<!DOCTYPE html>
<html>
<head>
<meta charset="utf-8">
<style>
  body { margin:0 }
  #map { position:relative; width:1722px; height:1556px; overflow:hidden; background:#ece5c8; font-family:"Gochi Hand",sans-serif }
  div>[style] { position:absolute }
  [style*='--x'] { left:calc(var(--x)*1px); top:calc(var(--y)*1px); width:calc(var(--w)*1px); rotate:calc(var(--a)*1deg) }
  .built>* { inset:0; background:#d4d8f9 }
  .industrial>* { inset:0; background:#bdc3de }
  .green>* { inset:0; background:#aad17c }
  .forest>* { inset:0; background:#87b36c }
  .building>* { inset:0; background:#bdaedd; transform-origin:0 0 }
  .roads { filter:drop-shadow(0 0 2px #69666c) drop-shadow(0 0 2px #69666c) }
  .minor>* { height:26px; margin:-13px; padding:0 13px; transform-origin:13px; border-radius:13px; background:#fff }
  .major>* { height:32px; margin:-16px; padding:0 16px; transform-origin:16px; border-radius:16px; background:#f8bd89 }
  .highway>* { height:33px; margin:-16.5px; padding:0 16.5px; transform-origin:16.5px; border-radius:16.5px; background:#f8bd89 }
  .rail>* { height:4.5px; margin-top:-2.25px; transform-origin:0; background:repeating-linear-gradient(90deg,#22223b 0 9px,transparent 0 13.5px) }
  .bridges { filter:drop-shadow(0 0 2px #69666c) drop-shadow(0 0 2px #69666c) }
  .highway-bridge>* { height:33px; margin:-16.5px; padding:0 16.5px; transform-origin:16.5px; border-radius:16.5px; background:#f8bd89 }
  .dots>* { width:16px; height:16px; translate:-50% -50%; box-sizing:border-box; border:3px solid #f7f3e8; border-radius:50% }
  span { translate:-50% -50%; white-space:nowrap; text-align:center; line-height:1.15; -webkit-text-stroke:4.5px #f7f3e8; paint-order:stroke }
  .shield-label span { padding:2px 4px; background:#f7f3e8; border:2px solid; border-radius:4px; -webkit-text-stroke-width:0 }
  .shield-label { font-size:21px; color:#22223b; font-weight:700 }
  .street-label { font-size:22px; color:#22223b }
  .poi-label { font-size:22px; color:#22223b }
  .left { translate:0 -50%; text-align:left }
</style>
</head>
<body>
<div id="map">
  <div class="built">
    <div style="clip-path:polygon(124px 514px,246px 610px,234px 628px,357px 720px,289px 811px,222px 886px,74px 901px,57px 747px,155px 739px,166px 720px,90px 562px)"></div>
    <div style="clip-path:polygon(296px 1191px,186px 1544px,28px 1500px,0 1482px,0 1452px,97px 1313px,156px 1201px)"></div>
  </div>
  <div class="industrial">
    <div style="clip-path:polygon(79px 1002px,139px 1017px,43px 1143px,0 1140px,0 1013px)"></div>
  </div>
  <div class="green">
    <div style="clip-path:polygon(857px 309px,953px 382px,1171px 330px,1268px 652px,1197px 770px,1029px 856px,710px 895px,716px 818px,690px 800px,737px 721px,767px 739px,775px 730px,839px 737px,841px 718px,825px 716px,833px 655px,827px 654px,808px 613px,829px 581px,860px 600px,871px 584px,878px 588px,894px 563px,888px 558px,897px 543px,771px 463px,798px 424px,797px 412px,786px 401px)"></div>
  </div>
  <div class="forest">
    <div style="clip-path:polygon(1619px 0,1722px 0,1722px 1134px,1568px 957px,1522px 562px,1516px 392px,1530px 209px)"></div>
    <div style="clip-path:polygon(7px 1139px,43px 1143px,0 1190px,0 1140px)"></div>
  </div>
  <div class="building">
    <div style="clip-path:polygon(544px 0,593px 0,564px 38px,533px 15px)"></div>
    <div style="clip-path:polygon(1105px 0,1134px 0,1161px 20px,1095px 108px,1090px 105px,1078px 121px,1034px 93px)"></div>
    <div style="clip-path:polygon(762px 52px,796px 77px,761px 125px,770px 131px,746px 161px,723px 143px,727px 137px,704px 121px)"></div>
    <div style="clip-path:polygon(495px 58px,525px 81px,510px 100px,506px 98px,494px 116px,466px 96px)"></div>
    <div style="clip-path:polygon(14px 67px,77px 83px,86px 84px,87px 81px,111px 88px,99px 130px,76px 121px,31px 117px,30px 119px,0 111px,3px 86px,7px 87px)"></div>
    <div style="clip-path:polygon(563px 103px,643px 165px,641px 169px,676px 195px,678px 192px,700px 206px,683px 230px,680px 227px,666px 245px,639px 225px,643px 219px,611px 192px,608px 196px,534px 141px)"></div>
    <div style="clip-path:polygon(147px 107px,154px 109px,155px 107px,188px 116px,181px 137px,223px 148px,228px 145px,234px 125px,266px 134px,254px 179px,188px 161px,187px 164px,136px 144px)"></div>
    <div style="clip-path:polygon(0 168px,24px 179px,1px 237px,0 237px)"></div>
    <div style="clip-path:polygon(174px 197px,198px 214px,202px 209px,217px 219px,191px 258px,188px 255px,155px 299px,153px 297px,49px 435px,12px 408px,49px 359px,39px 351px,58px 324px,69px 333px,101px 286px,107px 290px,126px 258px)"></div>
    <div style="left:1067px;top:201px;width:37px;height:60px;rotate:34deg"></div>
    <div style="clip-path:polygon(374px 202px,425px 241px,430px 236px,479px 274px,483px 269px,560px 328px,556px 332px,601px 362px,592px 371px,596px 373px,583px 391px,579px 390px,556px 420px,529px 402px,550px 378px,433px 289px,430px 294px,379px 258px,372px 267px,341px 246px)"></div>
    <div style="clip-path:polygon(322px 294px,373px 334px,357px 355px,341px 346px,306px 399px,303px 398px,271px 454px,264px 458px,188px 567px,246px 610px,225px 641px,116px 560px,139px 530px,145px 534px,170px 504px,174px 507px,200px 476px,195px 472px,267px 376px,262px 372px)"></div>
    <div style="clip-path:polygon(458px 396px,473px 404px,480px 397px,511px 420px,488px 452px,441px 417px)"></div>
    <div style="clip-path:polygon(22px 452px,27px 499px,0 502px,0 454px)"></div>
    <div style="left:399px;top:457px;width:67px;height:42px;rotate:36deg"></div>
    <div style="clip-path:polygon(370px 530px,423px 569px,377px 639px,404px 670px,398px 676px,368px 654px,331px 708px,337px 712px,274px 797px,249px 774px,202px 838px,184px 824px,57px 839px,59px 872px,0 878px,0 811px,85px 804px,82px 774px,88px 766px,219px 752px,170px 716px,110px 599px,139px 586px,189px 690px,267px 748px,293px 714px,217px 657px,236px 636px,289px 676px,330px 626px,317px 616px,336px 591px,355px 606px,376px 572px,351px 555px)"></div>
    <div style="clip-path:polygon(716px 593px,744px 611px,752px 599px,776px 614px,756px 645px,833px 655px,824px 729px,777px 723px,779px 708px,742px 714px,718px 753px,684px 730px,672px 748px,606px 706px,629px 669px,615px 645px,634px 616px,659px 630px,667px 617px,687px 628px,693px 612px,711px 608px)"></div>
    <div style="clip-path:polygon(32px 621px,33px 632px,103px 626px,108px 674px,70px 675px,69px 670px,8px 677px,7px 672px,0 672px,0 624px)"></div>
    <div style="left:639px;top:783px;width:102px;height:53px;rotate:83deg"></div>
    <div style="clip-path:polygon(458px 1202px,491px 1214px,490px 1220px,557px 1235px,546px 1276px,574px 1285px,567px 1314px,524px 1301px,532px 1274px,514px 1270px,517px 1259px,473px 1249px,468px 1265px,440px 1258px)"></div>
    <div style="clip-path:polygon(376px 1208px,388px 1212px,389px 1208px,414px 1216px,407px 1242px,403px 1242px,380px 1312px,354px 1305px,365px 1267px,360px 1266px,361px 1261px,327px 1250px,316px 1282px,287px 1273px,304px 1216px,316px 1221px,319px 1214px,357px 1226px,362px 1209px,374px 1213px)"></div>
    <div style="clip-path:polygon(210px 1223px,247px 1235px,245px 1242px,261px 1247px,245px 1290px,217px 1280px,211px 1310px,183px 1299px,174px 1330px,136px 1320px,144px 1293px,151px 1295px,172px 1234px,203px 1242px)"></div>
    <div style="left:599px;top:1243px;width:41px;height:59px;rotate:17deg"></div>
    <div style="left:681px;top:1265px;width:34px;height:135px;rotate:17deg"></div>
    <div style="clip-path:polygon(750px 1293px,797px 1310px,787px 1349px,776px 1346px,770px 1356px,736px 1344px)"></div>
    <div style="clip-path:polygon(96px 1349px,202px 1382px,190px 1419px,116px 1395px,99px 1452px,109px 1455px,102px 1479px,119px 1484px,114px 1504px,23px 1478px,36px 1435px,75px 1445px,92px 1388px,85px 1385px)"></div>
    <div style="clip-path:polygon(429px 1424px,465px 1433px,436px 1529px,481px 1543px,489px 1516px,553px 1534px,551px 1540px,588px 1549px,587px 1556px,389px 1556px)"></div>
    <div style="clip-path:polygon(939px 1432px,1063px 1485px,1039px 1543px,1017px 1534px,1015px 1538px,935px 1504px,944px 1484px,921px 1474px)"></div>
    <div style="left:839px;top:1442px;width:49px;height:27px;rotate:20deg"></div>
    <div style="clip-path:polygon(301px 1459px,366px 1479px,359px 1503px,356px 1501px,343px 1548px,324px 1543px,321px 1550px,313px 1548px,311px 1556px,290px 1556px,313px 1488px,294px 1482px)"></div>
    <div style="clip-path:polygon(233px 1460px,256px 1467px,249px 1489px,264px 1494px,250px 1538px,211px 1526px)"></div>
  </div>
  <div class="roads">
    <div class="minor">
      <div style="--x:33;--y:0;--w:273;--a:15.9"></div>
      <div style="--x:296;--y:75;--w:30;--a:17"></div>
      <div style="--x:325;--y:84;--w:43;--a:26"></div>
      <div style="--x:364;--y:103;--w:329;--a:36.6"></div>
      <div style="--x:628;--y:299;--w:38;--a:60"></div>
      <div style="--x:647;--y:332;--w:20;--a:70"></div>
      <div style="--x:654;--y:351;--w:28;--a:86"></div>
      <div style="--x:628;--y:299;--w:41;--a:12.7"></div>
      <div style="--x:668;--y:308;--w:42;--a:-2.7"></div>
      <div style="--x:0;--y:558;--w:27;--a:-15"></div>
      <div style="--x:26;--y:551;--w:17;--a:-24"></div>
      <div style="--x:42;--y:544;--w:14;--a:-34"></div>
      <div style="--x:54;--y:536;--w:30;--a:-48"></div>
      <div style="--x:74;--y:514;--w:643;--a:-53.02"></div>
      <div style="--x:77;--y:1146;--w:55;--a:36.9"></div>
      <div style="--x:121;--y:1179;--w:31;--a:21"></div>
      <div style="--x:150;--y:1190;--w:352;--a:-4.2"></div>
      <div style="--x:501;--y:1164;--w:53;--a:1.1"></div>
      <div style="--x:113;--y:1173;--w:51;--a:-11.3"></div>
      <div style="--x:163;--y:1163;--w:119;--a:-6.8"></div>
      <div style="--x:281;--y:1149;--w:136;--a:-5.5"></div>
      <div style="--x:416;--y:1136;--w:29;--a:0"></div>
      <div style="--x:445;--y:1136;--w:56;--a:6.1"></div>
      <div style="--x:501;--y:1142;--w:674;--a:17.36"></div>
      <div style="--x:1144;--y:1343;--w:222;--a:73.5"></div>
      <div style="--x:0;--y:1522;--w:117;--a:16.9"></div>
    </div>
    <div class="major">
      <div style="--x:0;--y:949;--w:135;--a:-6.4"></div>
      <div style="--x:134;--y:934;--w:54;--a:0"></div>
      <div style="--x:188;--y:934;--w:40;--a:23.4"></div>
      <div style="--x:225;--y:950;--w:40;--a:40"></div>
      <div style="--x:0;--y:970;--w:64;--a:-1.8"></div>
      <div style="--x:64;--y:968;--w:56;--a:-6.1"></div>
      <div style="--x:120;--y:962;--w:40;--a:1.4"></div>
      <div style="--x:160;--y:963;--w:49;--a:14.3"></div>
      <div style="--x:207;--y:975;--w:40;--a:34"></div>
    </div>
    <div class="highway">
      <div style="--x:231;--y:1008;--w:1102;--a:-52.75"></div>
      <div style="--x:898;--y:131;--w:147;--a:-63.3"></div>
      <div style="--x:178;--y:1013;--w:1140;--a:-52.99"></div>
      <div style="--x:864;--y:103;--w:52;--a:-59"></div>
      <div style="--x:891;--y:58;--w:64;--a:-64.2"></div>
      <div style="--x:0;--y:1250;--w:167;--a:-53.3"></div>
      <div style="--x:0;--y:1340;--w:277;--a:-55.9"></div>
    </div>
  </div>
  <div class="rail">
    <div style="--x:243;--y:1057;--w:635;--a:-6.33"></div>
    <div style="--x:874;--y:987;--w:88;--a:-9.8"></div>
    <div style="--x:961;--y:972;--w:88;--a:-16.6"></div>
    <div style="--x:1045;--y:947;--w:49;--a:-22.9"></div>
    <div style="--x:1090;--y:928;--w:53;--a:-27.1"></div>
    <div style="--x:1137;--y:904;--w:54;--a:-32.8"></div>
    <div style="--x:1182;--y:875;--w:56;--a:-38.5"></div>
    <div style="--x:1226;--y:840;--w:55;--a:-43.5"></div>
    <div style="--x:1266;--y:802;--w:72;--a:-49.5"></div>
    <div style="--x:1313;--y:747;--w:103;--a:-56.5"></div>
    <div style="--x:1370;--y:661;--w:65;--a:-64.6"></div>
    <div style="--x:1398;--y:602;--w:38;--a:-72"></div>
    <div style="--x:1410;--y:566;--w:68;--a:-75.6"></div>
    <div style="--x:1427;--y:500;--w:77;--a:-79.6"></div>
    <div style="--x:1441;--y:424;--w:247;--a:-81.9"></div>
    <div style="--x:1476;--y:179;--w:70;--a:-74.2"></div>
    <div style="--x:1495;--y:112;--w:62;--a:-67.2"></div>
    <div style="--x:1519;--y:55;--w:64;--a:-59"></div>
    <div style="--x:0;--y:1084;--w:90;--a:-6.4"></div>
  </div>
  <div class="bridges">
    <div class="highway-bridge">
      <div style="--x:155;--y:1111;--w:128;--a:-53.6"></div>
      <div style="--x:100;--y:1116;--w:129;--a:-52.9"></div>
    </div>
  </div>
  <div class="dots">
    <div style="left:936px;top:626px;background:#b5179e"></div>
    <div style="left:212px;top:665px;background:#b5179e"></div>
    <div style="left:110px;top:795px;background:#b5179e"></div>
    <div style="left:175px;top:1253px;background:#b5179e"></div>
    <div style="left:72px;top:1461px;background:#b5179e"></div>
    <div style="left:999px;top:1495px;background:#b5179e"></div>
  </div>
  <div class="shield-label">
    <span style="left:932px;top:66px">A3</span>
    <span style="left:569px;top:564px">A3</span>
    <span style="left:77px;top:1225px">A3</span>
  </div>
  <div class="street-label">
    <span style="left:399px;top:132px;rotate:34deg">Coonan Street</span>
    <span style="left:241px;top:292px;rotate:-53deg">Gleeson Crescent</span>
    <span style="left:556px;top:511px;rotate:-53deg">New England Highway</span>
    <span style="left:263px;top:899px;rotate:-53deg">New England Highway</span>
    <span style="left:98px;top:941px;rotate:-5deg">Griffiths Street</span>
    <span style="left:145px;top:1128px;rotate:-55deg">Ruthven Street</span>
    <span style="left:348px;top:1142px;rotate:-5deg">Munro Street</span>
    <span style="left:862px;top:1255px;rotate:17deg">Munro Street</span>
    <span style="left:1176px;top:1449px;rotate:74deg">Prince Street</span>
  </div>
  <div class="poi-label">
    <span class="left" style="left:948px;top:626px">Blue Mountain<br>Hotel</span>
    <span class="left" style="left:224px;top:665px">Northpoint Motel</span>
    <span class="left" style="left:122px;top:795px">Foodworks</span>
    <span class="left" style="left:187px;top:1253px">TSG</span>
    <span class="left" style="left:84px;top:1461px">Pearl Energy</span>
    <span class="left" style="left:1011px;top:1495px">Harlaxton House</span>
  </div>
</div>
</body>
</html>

────────────────

EXERCISE DETAILS:
Only the lines that hold the word "position" are wanted; each should be pulled from the records.

REPLY TO THE TASK:
  #map { position:relative; width:1722px; height:1556px; overflow:hidden; background:#ece5c8; font-family:"Gochi Hand",sans-serif }
  div>[style] { position:absolute }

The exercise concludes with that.